> _Assigned task_
Please keep the pictures out and write out exactly the lines from the first in the data below through the one containing "position:absolute; left:28px; top:1971px;", both included.

> _Stored data_
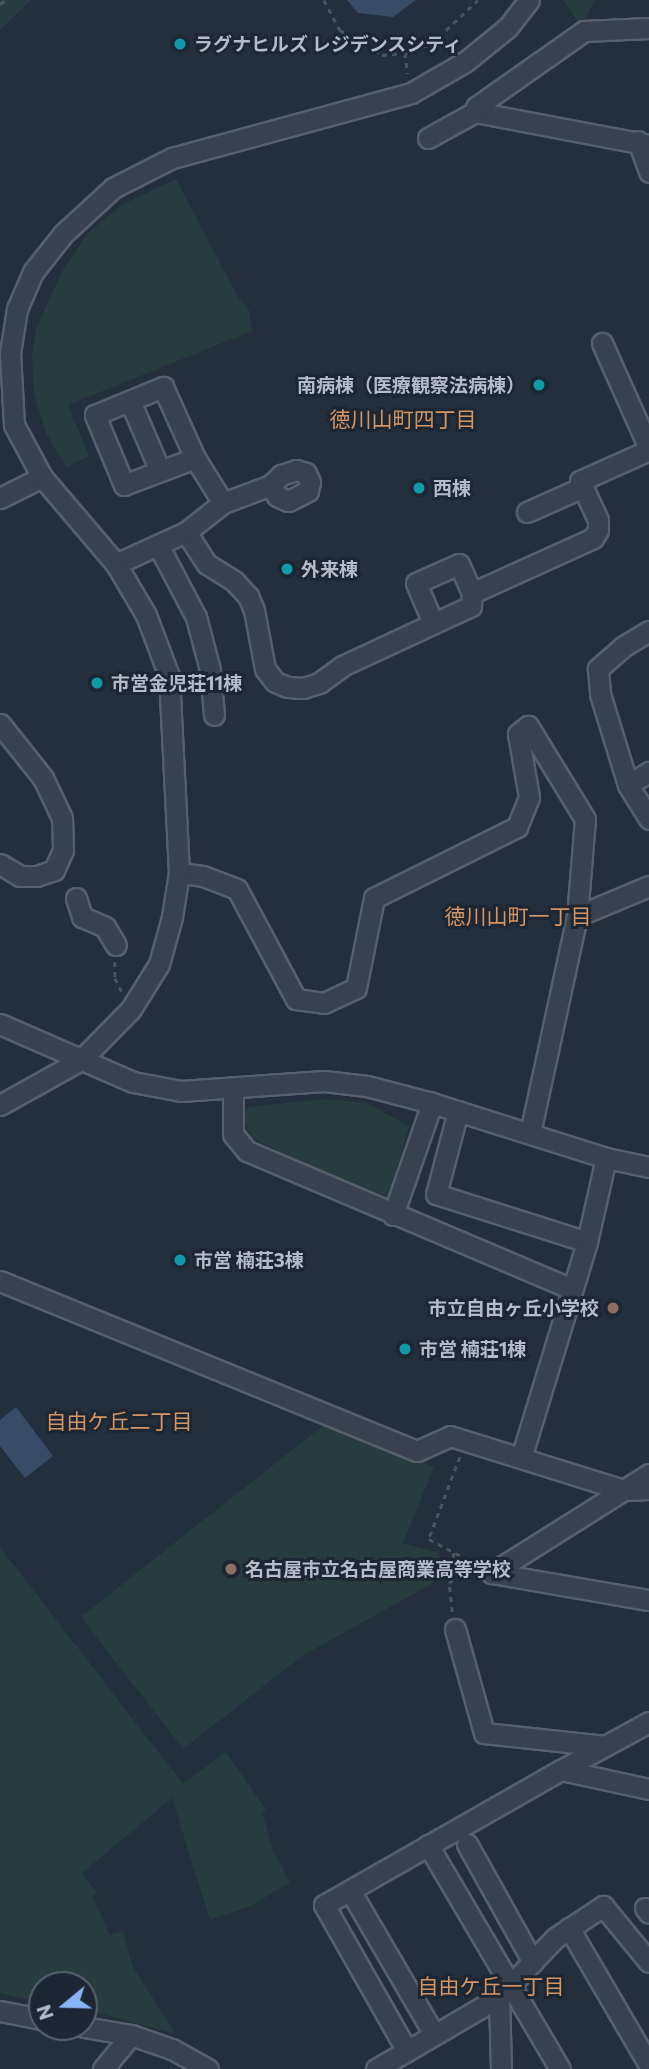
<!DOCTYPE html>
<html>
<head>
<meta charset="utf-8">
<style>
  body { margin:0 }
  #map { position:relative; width:649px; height:2069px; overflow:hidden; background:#242f3e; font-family:Commissioner,"Noto Sans JP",sans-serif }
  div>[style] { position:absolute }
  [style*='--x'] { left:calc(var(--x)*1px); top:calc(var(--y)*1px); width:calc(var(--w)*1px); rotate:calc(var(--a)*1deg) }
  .green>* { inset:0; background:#263c3f }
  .water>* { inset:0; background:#394c67 }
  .path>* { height:2.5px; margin-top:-1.25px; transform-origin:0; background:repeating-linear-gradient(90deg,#44595c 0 5px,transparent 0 10px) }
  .roads { filter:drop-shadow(2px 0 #565f6c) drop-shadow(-2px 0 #565f6c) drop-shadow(0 2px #565f6c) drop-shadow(0 -2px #565f6c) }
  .minor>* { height:19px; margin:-9.5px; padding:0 9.5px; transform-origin:9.5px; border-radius:9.5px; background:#38414e }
  .dots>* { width:19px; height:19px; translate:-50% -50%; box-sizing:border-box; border:4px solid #1d2633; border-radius:50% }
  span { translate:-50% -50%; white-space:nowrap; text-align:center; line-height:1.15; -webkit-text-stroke:6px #1d2633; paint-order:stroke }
  .poi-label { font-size:19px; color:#b4bcc9; font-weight:700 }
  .left { translate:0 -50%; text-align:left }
  .right { translate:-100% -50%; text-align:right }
  .neighbourhood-label { font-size:21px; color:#d59563 }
  .north { position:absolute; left:28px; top:1971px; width:70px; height:70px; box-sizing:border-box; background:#1d2633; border:2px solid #59626f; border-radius:50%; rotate:251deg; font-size:19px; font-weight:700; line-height:28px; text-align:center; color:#b4bcc9 }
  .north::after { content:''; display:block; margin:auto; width:24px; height:32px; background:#8ab4f8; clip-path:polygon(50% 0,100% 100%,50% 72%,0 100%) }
</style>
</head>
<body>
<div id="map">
  <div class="green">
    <i style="clip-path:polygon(0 0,31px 0,0 30px)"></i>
    <i style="clip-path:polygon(563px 0,594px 0,582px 28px)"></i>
    <i style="clip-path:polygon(176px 179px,238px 297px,249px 310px,252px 331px,68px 405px,89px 456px,66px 467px,47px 435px,34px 394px,32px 357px,36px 328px,63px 270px,88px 233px,121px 205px)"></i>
    <i style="clip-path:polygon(328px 1099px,366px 1103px,409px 1126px,388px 1197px,314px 1168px,253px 1138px,244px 1120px,247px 1107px)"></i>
    <i style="clip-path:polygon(325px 1424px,434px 1467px,403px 1543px,439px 1553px,433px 1583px,302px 1656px,183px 1749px,81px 1617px)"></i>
    <i style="clip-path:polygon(0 1547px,183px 1784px,226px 1752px,266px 1810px,262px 1812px,273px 1850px,290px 1882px,251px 1906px,210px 1920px,172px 1798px,82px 1873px,97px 1893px,93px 1896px,110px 1935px,123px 1932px,133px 1967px,176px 2034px,84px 2009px,84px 1985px,42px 1985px,42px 2003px,0 1993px)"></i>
  </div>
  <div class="water">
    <i style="clip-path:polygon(347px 0,416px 0,393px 17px,358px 13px)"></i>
    <i style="clip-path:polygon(16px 1407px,53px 1456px,25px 1478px,0 1446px,0 1420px)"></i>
  </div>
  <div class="path">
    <i style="--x:324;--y:0;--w:34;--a:62"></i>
    <i style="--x:340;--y:30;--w:49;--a:30.8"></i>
    <i style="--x:382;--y:55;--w:23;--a:-5"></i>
    <i style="--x:405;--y:53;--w:28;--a:-19"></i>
    <i style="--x:431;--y:44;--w:64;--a:-43.1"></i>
    <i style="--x:0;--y:4;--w:7;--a:-34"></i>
    <i style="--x:405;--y:53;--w:21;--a:82"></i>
    <i style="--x:115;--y:962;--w:16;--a:90"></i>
    <i style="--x:115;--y:978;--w:16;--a:63"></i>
    <i style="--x:460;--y:1457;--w:88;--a:110.7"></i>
    <i style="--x:429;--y:1539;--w:53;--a:28"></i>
    <i style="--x:453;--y:1553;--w:21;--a:73"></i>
    <i style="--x:452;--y:1612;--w:29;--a:-96"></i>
    <i style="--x:449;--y:1583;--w:14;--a:-45"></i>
    <i style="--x:459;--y:1573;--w:16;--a:0"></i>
  </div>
  <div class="roads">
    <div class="minor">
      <i style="--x:475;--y:112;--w:177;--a:10.7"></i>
      <i style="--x:428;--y:138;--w:54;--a:-29"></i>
      <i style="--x:475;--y:112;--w:5;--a:-79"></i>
      <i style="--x:476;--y:107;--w:132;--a:-35.1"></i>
      <i style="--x:584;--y:31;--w:65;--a:-2.6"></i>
      <i style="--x:638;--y:141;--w:33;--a:70"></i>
      <i style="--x:602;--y:343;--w:115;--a:65.9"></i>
      <i style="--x:130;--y:401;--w:76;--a:66.8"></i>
      <i style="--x:195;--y:458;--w:76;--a:159.2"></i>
      <i style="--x:124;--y:485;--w:76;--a:-112.5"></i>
      <i style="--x:95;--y:415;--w:74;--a:-22.4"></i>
      <i style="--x:163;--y:387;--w:78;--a:65.7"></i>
      <i style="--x:195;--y:458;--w:53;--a:58.1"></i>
      <i style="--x:0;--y:498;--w:47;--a:-26.6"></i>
      <i style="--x:527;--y:512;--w:61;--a:-24.1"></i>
      <i style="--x:186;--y:532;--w:38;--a:57"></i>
      <i style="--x:207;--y:564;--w:32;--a:32"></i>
      <i style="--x:234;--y:581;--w:21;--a:47"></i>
      <i style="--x:248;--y:596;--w:15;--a:67"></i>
      <i style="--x:254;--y:610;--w:60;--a:79.4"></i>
      <i style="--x:265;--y:669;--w:16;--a:52"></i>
      <i style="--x:275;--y:682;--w:14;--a:21"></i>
      <i style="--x:288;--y:687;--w:15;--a:4"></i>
      <i style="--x:303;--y:688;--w:17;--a:-17"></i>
      <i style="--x:319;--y:683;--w:29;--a:-36"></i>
      <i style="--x:342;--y:666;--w:142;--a:-24.9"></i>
      <i style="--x:471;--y:606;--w:13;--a:-86"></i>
      <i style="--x:472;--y:593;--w:133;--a:-24.4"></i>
      <i style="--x:593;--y:538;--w:9;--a:-58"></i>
      <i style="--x:598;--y:530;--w:10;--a:-90"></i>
      <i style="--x:598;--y:520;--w:43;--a:-114.8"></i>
      <i style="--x:580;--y:481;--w:76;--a:-24.2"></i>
      <i style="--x:158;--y:545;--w:81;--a:62.2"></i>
      <i style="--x:196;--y:617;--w:55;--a:75.2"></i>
      <i style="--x:210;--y:670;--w:45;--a:84.9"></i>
      <i style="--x:116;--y:564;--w:77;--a:-24.6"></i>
      <i style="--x:186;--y:532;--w:47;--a:-38.1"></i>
      <i style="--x:223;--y:503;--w:51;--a:-20.6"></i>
      <i style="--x:271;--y:485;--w:14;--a:-45"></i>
      <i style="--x:281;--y:475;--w:16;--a:-18"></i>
      <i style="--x:296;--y:470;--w:10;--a:17"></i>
      <i style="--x:306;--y:473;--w:10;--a:66"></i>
      <i style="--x:310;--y:482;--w:9;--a:103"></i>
      <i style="--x:308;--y:491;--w:22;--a:153"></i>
      <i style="--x:288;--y:501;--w:12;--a:-156"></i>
      <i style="--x:277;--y:496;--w:13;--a:-119"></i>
      <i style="--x:433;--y:623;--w:43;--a:-113"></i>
      <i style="--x:416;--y:583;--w:47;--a:-23.8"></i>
      <i style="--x:459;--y:564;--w:32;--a:66"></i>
      <i style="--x:649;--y:631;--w:29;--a:149"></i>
      <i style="--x:624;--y:646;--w:35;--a:139"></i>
      <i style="--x:598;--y:669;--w:25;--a:85"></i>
      <i style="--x:600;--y:694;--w:95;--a:72.9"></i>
      <i style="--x:628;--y:785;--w:40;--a:58"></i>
      <i style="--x:0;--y:724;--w:69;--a:51.5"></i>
      <i style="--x:43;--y:778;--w:44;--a:64.6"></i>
      <i style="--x:62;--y:818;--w:32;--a:88"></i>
      <i style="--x:63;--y:850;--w:22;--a:114"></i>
      <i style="--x:54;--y:870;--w:18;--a:161"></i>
      <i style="--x:37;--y:876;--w:17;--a:180"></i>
      <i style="--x:20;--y:876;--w:23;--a:-149"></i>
      <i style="--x:628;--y:785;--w:25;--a:-32"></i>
      <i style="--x:179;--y:873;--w:24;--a:7"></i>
      <i style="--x:203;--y:876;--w:36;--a:21"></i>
      <i style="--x:237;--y:889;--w:125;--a:61.8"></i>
      <i style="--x:296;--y:999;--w:28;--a:8"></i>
      <i style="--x:324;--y:1003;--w:35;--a:-25"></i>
      <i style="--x:356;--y:988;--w:92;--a:-78.7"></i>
      <i style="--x:374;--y:898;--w:160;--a:-26.4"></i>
      <i style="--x:517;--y:827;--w:32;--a:-68"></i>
      <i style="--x:529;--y:797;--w:64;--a:-99.9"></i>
      <i style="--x:518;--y:734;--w:13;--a:-39"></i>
      <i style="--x:528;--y:726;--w:109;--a:58.5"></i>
      <i style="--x:585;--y:819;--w:97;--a:94.7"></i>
      <i style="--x:577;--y:916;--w:222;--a:102.2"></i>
      <i style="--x:76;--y:898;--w:20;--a:72"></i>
      <i style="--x:82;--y:917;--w:25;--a:23"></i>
      <i style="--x:105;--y:927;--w:21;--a:59"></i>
      <i style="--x:577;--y:916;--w:78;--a:-22.6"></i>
      <i style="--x:0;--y:1024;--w:145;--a:23.6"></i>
      <i style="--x:133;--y:1082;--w:49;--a:10.6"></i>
      <i style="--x:181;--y:1091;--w:143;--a:-4"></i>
      <i style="--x:324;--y:1081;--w:43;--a:6.6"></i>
      <i style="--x:367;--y:1086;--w:67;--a:14.7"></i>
      <i style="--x:432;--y:1103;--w:182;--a:17.5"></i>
      <i style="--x:606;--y:1158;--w:44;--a:11.8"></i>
      <i style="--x:233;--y:1088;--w:46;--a:90"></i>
      <i style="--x:233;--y:1134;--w:22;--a:51"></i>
      <i style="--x:247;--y:1151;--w:353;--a:23"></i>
      <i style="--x:0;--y:1105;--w:93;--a:-29.1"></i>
      <i style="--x:81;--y:1060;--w:71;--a:-45.6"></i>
      <i style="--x:131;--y:1009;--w:53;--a:-58.1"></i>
      <i style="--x:159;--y:964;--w:49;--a:-74.5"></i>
      <i style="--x:172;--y:917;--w:45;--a:-81"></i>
      <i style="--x:179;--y:873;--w:197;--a:-92.9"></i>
      <i style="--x:169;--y:676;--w:65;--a:-110.7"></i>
      <i style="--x:146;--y:615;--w:59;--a:-120.5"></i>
      <i style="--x:116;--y:564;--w:114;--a:-130.4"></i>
      <i style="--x:42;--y:477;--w:59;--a:-118.3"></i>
      <i style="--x:14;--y:425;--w:72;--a:-93.2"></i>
      <i style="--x:10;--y:353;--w:45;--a:-81"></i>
      <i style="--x:17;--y:309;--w:40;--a:-66.6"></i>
      <i style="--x:33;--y:272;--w:48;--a:-51.7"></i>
      <i style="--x:63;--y:234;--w:68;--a:-42.6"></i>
      <i style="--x:113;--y:188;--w:66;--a:-27"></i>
      <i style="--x:172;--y:158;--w:248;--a:-15.2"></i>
      <i style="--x:411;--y:93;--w:62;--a:-29.9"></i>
      <i style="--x:465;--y:62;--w:55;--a:-39.1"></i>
      <i style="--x:508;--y:27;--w:34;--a:-52"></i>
      <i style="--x:458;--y:1111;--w:86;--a:104.8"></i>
      <i style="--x:436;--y:1194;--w:158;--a:17.6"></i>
      <i style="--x:393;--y:1215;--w:119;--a:-70.8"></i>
      <i style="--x:0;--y:1281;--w:450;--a:22.2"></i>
      <i style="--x:417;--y:1451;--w:36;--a:-24"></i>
      <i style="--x:450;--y:1436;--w:181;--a:17.3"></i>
      <i style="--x:623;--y:1490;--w:26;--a:-2"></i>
      <i style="--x:521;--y:1458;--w:226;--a:-73"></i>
      <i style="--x:587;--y:1242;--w:86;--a:-77.3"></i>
      <i style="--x:649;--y:1474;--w:186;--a:147.8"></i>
      <i style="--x:492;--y:1573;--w:159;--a:9.8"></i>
      <i style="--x:455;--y:1629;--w:108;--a:74.4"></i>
      <i style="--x:484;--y:1733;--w:122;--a:6.1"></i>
      <i style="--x:561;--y:1770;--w:100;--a:-28.6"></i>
      <i style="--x:467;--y:1844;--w:135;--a:60.8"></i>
      <i style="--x:428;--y:1845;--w:260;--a:59.5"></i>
      <i style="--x:355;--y:1899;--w:156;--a:59.7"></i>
      <i style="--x:645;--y:1908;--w:6;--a:51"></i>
      <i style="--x:569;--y:1928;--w:159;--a:59.7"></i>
      <i style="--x:499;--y:1997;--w:72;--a:88.4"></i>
      <i style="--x:0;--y:2011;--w:43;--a:10.8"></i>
      <i style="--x:84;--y:2027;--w:48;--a:9.7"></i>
      <i style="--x:131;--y:2035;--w:43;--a:18.9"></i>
      <i style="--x:172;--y:2049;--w:41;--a:29.1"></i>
      <i style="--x:407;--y:2051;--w:168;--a:-119.6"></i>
      <i style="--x:324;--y:1905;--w:273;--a:-29.7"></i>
      <i style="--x:561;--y:1770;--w:90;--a:12.2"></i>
      <i style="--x:103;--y:2069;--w:44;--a:-50.5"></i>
      <i style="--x:376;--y:2069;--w:143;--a:-30.3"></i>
      <i style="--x:499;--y:1997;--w:81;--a:-46.5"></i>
      <i style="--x:555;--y:1938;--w:58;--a:-33.7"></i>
      <i style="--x:603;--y:1906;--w:72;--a:50.6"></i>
    </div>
  </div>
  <div class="dots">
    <i style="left:180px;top:44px;background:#0f9aa8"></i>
    <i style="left:539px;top:385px;background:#0f9aa8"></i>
    <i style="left:419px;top:488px;background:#0f9aa8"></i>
    <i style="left:287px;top:569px;background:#0f9aa8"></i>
    <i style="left:97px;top:683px;background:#0f9aa8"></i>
    <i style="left:180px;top:1260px;background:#0f9aa8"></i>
    <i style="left:613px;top:1308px;background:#8d6e63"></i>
    <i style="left:405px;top:1349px;background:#0f9aa8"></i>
    <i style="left:231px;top:1569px;background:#8d6e63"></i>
  </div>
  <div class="poi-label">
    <span class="left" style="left:194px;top:44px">ラグナヒルズ レジデンスシティ</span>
    <span class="right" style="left:525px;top:385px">南病棟（医療観察法病棟）</span>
    <span class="left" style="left:433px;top:488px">西棟</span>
    <span class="left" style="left:301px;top:569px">外来棟</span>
    <span class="left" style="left:111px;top:683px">市営金児荘11棟</span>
    <span class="left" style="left:194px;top:1260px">市営 楠荘3棟</span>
    <span class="right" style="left:599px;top:1308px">市立自由ヶ丘小学校</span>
    <span class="left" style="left:419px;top:1349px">市営 楠荘1棟</span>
    <span class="left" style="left:245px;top:1569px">名古屋市立名古屋商業高等学校</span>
  </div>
  <div class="neighbourhood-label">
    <span style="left:403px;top:419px">徳川山町四丁目</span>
    <span style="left:518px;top:916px">徳川山町一丁目</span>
    <span style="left:119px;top:1421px">自由ケ丘二丁目</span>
    <span style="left:491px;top:1986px">自由ケ丘一丁目</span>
  </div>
  <div class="north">N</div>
</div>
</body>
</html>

> _Response area_
<!DOCTYPE html>
<html>
<head>
<meta charset="utf-8">
<style>
  body { margin:0 }
  #map { position:relative; width:649px; height:2069px; overflow:hidden; background:#242f3e; font-family:Commissioner,"Noto Sans JP",sans-serif }
  div>[style] { position:absolute }
  [style*='--x'] { left:calc(var(--x)*1px); top:calc(var(--y)*1px); width:calc(var(--w)*1px); rotate:calc(var(--a)*1deg) }
  .green>* { inset:0; background:#263c3f }
  .water>* { inset:0; background:#394c67 }
  .path>* { height:2.5px; margin-top:-1.25px; transform-origin:0; background:repeating-linear-gradient(90deg,#44595c 0 5px,transparent 0 10px) }
  .roads { filter:drop-shadow(2px 0 #565f6c) drop-shadow(-2px 0 #565f6c) drop-shadow(0 2px #565f6c) drop-shadow(0 -2px #565f6c) }
  .minor>* { height:19px; margin:-9.5px; padding:0 9.5px; transform-origin:9.5px; border-radius:9.5px; background:#38414e }
  .dots>* { width:19px; height:19px; translate:-50% -50%; box-sizing:border-box; border:4px solid #1d2633; border-radius:50% }
  span { translate:-50% -50%; white-space:nowrap; text-align:center; line-height:1.15; -webkit-text-stroke:6px #1d2633; paint-order:stroke }
  .poi-label { font-size:19px; color:#b4bcc9; font-weight:700 }
  .left { translate:0 -50%; text-align:left }
  .right { translate:-100% -50%; text-align:right }
  .neighbourhood-label { font-size:21px; color:#d59563 }
  .north { position:absolute; left:28px; top:1971px; width:70px; height:70px; box-sizing:border-box; background:#1d2633; border:2px solid #59626f; border-radius:50%; rotate:251deg; font-size:19px; font-weight:700; line-height:28px; text-align:center; color:#b4bcc9 }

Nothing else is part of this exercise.